Line by line, give the data again exactly as it appears.
[The records Boundary: Start]
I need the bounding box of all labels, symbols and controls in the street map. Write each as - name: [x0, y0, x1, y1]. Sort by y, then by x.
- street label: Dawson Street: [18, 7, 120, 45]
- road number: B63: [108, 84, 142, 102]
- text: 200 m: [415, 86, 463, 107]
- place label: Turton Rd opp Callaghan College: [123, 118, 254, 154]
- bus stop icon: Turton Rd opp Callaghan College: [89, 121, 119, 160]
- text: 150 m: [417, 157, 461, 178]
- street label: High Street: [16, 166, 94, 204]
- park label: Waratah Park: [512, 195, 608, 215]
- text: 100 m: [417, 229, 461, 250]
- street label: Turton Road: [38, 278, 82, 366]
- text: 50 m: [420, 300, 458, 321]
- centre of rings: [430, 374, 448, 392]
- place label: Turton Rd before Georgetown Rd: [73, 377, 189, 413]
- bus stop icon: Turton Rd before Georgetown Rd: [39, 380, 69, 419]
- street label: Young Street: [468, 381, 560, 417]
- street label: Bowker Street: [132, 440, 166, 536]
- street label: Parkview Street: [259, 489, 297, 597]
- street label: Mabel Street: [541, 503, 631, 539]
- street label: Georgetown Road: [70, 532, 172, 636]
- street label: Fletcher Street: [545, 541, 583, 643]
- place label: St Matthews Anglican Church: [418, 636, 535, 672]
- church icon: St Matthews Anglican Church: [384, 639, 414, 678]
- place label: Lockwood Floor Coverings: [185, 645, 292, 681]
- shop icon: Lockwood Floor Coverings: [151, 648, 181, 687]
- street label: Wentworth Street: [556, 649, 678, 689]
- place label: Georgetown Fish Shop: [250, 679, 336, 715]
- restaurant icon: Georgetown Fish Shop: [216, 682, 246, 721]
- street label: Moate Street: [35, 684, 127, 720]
[The records Boundary: End]
▸ Result of this task:
I need the bounding box of all labels, symbols and controls in the street map. Write each as - name: [x0, y0, x1, y1]. Sort by y, then by x.
- street label: Dawson Street: [18, 7, 120, 45]
- road number: B63: [108, 84, 142, 102]
- text: 200 m: [415, 86, 463, 107]
- place label: Turton Rd opp Callaghan College: [123, 118, 254, 154]
- bus stop icon: Turton Rd opp Callaghan College: [89, 121, 119, 160]
- text: 150 m: [417, 157, 461, 178]
- street label: High Street: [16, 166, 94, 204]
- park label: Waratah Park: [512, 195, 608, 215]
- text: 100 m: [417, 229, 461, 250]
- street label: Turton Road: [38, 278, 82, 366]
- text: 50 m: [420, 300, 458, 321]
- centre of rings: [430, 374, 448, 392]
- place label: Turton Rd before Georgetown Rd: [73, 377, 189, 413]
- bus stop icon: Turton Rd before Georgetown Rd: [39, 380, 69, 419]
- street label: Young Street: [468, 381, 560, 417]
- street label: Bowker Street: [132, 440, 166, 536]
- street label: Parkview Street: [259, 489, 297, 597]
- street label: Mabel Street: [541, 503, 631, 539]
- street label: Georgetown Road: [70, 532, 172, 636]
- street label: Fletcher Street: [545, 541, 583, 643]
- place label: St Matthews Anglican Church: [418, 636, 535, 672]
- church icon: St Matthews Anglican Church: [384, 639, 414, 678]
- place label: Lockwood Floor Coverings: [185, 645, 292, 681]
- shop icon: Lockwood Floor Coverings: [151, 648, 181, 687]
- street label: Wentworth Street: [556, 649, 678, 689]
- place label: Georgetown Fish Shop: [250, 679, 336, 715]
- restaurant icon: Georgetown Fish Shop: [216, 682, 246, 721]
- street label: Moate Street: [35, 684, 127, 720]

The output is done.